▶ _Input for this task_
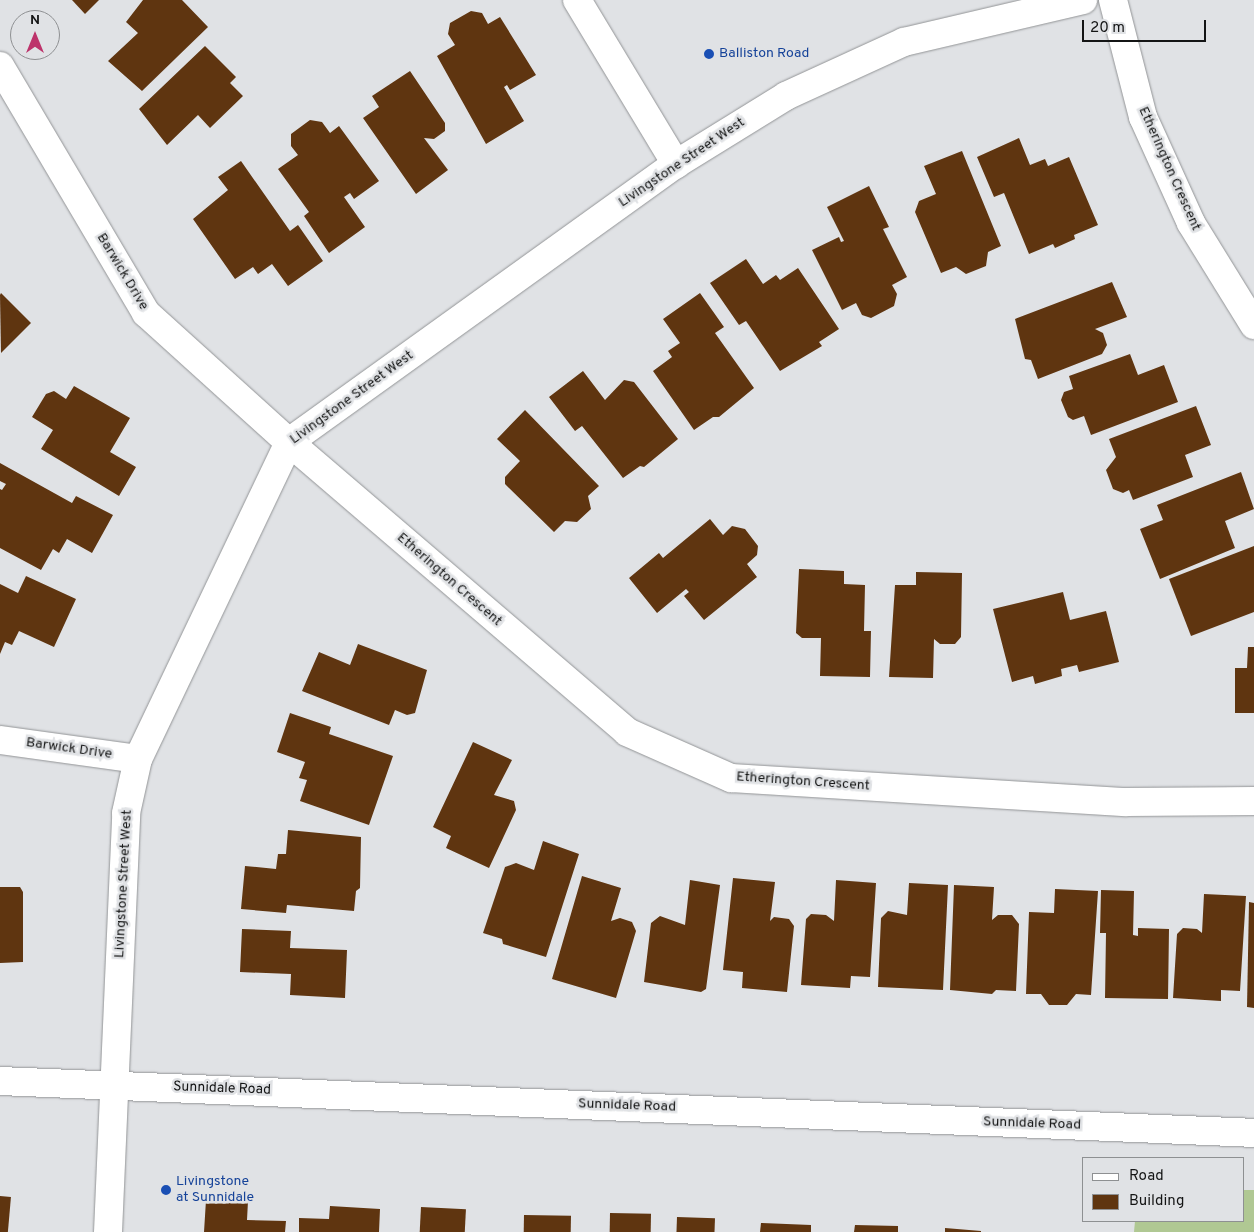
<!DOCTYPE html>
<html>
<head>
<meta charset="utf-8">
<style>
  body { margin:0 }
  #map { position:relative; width:1254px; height:1232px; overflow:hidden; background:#e0e2e5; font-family:Overpass,sans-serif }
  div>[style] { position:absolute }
  .green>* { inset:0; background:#b0c893 }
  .building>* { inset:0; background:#5f3510; transform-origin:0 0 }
  .roads { filter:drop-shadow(0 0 1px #929496) drop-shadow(0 0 1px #929496) }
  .minor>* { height:28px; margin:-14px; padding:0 14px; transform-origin:14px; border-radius:14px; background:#fff }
  .major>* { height:28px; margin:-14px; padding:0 14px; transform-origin:14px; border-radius:14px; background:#fff }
  .dots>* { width:14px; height:14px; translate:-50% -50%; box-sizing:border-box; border:2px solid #e0e2e5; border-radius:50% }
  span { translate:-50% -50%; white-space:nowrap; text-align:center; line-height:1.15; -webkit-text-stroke:5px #e0e2e5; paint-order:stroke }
  .transit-label { font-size:14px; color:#164399 }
  .left { translate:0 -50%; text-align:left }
  .street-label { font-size:14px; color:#141515 }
  .legend { position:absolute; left:1082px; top:1157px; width:162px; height:65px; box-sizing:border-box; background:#e0e2e5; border:1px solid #8e9092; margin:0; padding:6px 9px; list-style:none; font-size:15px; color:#141515 }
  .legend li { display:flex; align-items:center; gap:10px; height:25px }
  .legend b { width:25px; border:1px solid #8e9092 }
  .north { position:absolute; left:10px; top:10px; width:50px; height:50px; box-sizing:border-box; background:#e0e2e5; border:1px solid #8e9092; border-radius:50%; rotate:0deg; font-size:14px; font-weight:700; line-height:20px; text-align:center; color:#141515 }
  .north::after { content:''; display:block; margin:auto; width:18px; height:22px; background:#bd336b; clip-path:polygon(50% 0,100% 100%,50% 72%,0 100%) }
  .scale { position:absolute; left:1082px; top:20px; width:124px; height:22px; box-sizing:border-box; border:2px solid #141515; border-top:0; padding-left:6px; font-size:15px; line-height:18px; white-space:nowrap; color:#141515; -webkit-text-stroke:4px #e0e2e5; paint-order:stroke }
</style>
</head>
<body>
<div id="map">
  <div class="green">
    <i style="clip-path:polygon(1243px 1190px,1254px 1190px,1254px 1232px,1134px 1232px,1135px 1221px,1243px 1221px)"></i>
  </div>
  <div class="building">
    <i style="clip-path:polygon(72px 0,99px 0,85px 14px)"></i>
    <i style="clip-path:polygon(143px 0,182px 0,208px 27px,142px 91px,108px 61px,138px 33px,126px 22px)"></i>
    <i style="clip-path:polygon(471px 11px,482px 13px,488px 24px,500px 17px,536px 75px,510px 90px,507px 85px,504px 87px,524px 121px,486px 144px,437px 56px,455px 45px,448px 34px,450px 23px)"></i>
    <i style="clip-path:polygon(205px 46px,236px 77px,230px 83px,243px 96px,210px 128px,198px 115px,167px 145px,139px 109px)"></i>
    <i style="clip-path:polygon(410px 71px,445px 123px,445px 131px,434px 139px,424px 138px,448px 170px,416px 194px,363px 118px,379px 107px,372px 96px)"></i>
    <i style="clip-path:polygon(310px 120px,322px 122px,330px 133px,339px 126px,379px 181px,354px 199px,350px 193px,344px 197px,365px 227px,329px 253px,304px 216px,309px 212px,278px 169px,298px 155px,291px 146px,291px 134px)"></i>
    <i style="clip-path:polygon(1019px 138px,1030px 165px,1045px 159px,1048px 166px,1069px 157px,1098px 225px,1074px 235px,1075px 239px,1055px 248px,1053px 244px,1029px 254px,1004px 193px,994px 197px,977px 157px)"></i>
    <i style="clip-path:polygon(962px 151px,1001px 246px,988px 252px,986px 266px,966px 274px,956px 267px,941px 273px,915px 212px,919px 201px,936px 194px,924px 166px)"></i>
    <i style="clip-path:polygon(241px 161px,290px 231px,298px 225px,323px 261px,288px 286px,272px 264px,258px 274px,253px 267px,235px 279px,193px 219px,228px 190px,218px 177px)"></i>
    <i style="clip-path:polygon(869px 186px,889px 227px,883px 229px,907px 277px,892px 285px,897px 294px,894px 306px,871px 318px,862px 315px,856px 303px,842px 310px,812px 250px,839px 237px,841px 242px,844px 241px,827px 207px)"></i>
    <i style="clip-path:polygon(746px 259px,763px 284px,776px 275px,780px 280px,798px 268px,839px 329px,819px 342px,822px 346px,780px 371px,746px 321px,739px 325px,710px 283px)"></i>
    <i style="clip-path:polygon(1112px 282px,1127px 317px,1095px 329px,1103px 333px,1107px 345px,1102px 354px,1038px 379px,1031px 360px,1025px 359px,1015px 319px)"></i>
    <i style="clip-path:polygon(1px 293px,31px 323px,1px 353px,0 295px)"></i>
    <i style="clip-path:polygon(700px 293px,724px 327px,715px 333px,754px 388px,719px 417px,713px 417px,694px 430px,653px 371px,672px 357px,668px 351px,680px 343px,663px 319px)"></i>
    <i style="clip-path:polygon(1130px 354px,1138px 375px,1164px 365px,1178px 402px,1091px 435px,1084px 416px,1073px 420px,1068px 417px,1061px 400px,1064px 392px,1073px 389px,1069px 376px)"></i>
    <i style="clip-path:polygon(583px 371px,605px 400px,624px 380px,634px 382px,678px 439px,644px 467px,640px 466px,623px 478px,582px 426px,575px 431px,549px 397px)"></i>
    <i style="clip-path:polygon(74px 386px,130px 418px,110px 452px,136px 467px,119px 496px,41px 449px,53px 430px,32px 417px,46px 394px,54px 391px,66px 399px)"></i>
    <i style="clip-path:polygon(1196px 406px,1211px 445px,1185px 455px,1193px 477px,1133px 500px,1129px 490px,1123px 493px,1113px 489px,1106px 470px,1116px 457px,1109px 439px)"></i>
    <i style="clip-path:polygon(525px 410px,599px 486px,588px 496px,591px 509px,577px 522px,565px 521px,554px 532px,505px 484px,505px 477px,520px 461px,497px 439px)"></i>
    <i style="clip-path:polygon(0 463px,72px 503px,76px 496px,113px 515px,92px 553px,67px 539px,59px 553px,53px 549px,41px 570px,0 548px,0 489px,2px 490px,6px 484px,0 481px)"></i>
    <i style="clip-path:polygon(1241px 472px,1254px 509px,1225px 521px,1235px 548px,1160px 579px,1140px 529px,1163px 520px,1157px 505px)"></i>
    <i style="clip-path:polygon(710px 519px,723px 535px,732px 526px,745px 529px,758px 546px,757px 555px,747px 564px,757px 577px,704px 620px,684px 596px,689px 592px,686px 589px,657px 613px,629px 578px,659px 553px,663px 558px)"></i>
    <i style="clip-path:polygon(1254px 546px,1254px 612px,1191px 636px,1169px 579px)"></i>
    <i style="clip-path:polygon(799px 569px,844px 571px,844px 584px,865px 585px,864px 631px,871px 631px,870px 677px,820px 676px,821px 638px,802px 638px,796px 633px)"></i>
    <i style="clip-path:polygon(916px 572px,962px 573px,961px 637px,955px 644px,940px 644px,934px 639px,933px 678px,889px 677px,895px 585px,916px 585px)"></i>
    <i style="clip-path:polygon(26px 576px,76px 599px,54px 647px,19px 631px,12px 645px,5px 642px,0 654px,0 584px,18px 593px)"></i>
    <i style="clip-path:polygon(1063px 592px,1070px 620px,1106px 611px,1119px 662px,1079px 672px,1077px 665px,1061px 669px,1062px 676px,1035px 684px,1033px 676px,1012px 682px,993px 609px)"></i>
    <i style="clip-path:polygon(358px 644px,427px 670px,415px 713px,407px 715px,395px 710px,389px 725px,302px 691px,319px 652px,350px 665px)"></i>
    <i style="clip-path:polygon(1248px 647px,1254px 647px,1254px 713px,1235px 713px,1235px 668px,1247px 668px)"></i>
    <i style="clip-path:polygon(290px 713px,331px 727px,329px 734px,393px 756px,369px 825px,300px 801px,307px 780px,299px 778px,305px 762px,277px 752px)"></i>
    <i style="clip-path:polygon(473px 742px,512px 760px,494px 795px,514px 801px,516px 810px,489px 868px,446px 848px,451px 836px,433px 827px)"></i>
    <i style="clip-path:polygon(288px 830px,361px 837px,360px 888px,356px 891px,354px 911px,287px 905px,286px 913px,241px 909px,245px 866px,276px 869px,278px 854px,286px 854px)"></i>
    <i style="clip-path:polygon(543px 841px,579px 854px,546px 957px,503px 944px,502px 939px,483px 933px,505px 867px,516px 863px,534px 870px)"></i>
    <i style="clip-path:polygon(582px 876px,621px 888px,611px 921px,620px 918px,632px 922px,636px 931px,616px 998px,552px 979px)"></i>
    <i style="clip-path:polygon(733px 878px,775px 882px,770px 921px,774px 917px,789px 919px,794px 926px,787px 992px,742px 988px,743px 972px,723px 970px)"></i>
    <i style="clip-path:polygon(690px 880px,720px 885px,706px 989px,701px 992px,644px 982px,651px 923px,660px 916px,685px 925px)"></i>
    <i style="clip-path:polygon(836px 880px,876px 883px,870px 977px,851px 976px,850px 988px,801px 985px,806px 919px,811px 914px,826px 915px,834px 921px)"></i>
    <i style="clip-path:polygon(909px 883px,948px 885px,943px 990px,878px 987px,881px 918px,888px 911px,907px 915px)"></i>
    <i style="clip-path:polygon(954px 885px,994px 887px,992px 920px,998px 915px,1012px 915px,1019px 924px,1016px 991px,996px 990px,992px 994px,950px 990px)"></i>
    <i style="clip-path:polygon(0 887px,20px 887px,23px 892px,23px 962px,0 963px)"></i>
    <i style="clip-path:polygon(1055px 889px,1098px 891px,1091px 995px,1076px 994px,1067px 1005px,1049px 1005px,1041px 994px,1026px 994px,1029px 912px,1054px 913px)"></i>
    <i style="clip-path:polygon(1101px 890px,1134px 891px,1133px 935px,1138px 936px,1138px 928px,1169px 929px,1168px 999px,1105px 998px,1106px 933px,1100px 933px)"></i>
    <i style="clip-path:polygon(1204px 894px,1246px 896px,1240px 991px,1221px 990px,1221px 1001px,1173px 998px,1177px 934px,1183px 928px,1197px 929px,1202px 933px)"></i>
    <i style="clip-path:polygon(1249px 902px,1254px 903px,1254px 1008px,1247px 1007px)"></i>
    <i style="clip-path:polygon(242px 929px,291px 931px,290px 948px,347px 950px,345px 998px,290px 995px,291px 974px,240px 972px)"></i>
    <i style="left:0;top:1196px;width:11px;height:36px;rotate:5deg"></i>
    <i style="clip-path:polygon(206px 1200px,248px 1201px,247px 1220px,286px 1221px,285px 1232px,204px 1232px)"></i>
    <i style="clip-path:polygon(330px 1206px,380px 1209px,379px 1232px,299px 1232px,299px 1218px,329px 1219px)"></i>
    <i style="left:421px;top:1207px;width:45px;height:25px;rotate:3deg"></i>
    <i style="left:610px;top:1213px;width:41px;height:19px;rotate:1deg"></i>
    <i style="left:524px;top:1215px;width:47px;height:17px;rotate:1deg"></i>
    <i style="left:677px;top:1217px;width:38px;height:15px;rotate:2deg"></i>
    <i style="clip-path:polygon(761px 1223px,811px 1225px,811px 1232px,760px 1232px)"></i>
    <i style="clip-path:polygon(855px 1225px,898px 1226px,898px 1232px,854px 1232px)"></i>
    <i style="clip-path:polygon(945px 1228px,981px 1231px,981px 1232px,945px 1232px)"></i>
  </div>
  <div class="roads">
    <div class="minor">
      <i style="left:577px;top:0;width:192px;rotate:58.9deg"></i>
      <i style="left:1113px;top:0;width:121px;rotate:75.6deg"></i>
      <i style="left:1143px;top:117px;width:116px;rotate:65.6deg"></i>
      <i style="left:1191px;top:223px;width:120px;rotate:58.3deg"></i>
      <i style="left:0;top:66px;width:287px;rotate:59.4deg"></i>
      <i style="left:146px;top:313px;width:193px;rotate:42.1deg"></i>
      <i style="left:289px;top:442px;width:445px;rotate:40.6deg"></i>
      <i style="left:627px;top:732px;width:114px;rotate:23.9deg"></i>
      <i style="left:731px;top:778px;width:396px;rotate:3.5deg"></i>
      <i style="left:1126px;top:802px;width:128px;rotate:-0.4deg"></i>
      <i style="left:0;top:740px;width:139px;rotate:7.8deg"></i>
      <i style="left:108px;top:1232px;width:419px;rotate:-87.5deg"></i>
      <i style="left:126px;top:813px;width:55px;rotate:-77.5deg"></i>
      <i style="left:138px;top:759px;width:351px;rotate:-64.5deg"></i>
      <i style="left:289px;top:442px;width:477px;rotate:-35.7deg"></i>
      <i style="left:676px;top:164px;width:129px;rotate:-31.7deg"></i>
      <i style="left:786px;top:96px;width:130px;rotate:-24.6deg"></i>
      <i style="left:904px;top:42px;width:184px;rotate:-13.2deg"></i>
    </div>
    <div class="major">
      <i style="left:0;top:1081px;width:1255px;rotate:2.37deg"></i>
    </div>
  </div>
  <div class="dots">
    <i style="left:709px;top:54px;background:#1a4fb4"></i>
    <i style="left:166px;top:1190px;background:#1a4fb4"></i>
  </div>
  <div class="transit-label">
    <span class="left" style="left:719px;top:54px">Balliston Road</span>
    <span class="left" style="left:176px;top:1190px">Livingstone<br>at Sunnidale</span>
  </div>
  <div class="street-label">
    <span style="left:682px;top:163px;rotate:-34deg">Livingstone Street West</span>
    <span style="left:1169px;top:169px;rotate:66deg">Etherington Crescent</span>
    <span style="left:122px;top:272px;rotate:59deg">Barwick Drive</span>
    <span style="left:352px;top:398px;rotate:-36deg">Livingstone Street West</span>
    <span style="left:449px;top:580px;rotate:41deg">Etherington Crescent</span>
    <span style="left:69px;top:749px;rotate:8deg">Barwick Drive</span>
    <span style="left:803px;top:782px;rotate:4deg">Etherington Crescent</span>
    <span style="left:124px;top:884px;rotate:-87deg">Livingstone Street West</span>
    <span style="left:222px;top:1089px;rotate:2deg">Sunnidale Road</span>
    <span style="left:627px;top:1106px;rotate:2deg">Sunnidale Road</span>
    <span style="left:1032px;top:1124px;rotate:2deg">Sunnidale Road</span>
  </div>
  <ul class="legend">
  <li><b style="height:6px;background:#fff"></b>Road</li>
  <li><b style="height:14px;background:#5f3510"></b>Building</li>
  </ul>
  <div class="north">N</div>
  <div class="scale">20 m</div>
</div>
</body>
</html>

▶ _What you need to do_
Starting with the first line of the material, print each line exactly until you have printed the line with "width:14px; height:14px; translate:-50%", and skip the pictures.

▶ _Output of the task_
<!DOCTYPE html>
<html>
<head>
<meta charset="utf-8">
<style>
  body { margin:0 }
  #map { position:relative; width:1254px; height:1232px; overflow:hidden; background:#e0e2e5; font-family:Overpass,sans-serif }
  div>[style] { position:absolute }
  .green>* { inset:0; background:#b0c893 }
  .building>* { inset:0; background:#5f3510; transform-origin:0 0 }
  .roads { filter:drop-shadow(0 0 1px #929496) drop-shadow(0 0 1px #929496) }
  .minor>* { height:28px; margin:-14px; padding:0 14px; transform-origin:14px; border-radius:14px; background:#fff }
  .major>* { height:28px; margin:-14px; padding:0 14px; transform-origin:14px; border-radius:14px; background:#fff }
  .dots>* { width:14px; height:14px; translate:-50% -50%; box-sizing:border-box; border:2px solid #e0e2e5; border-radius:50% }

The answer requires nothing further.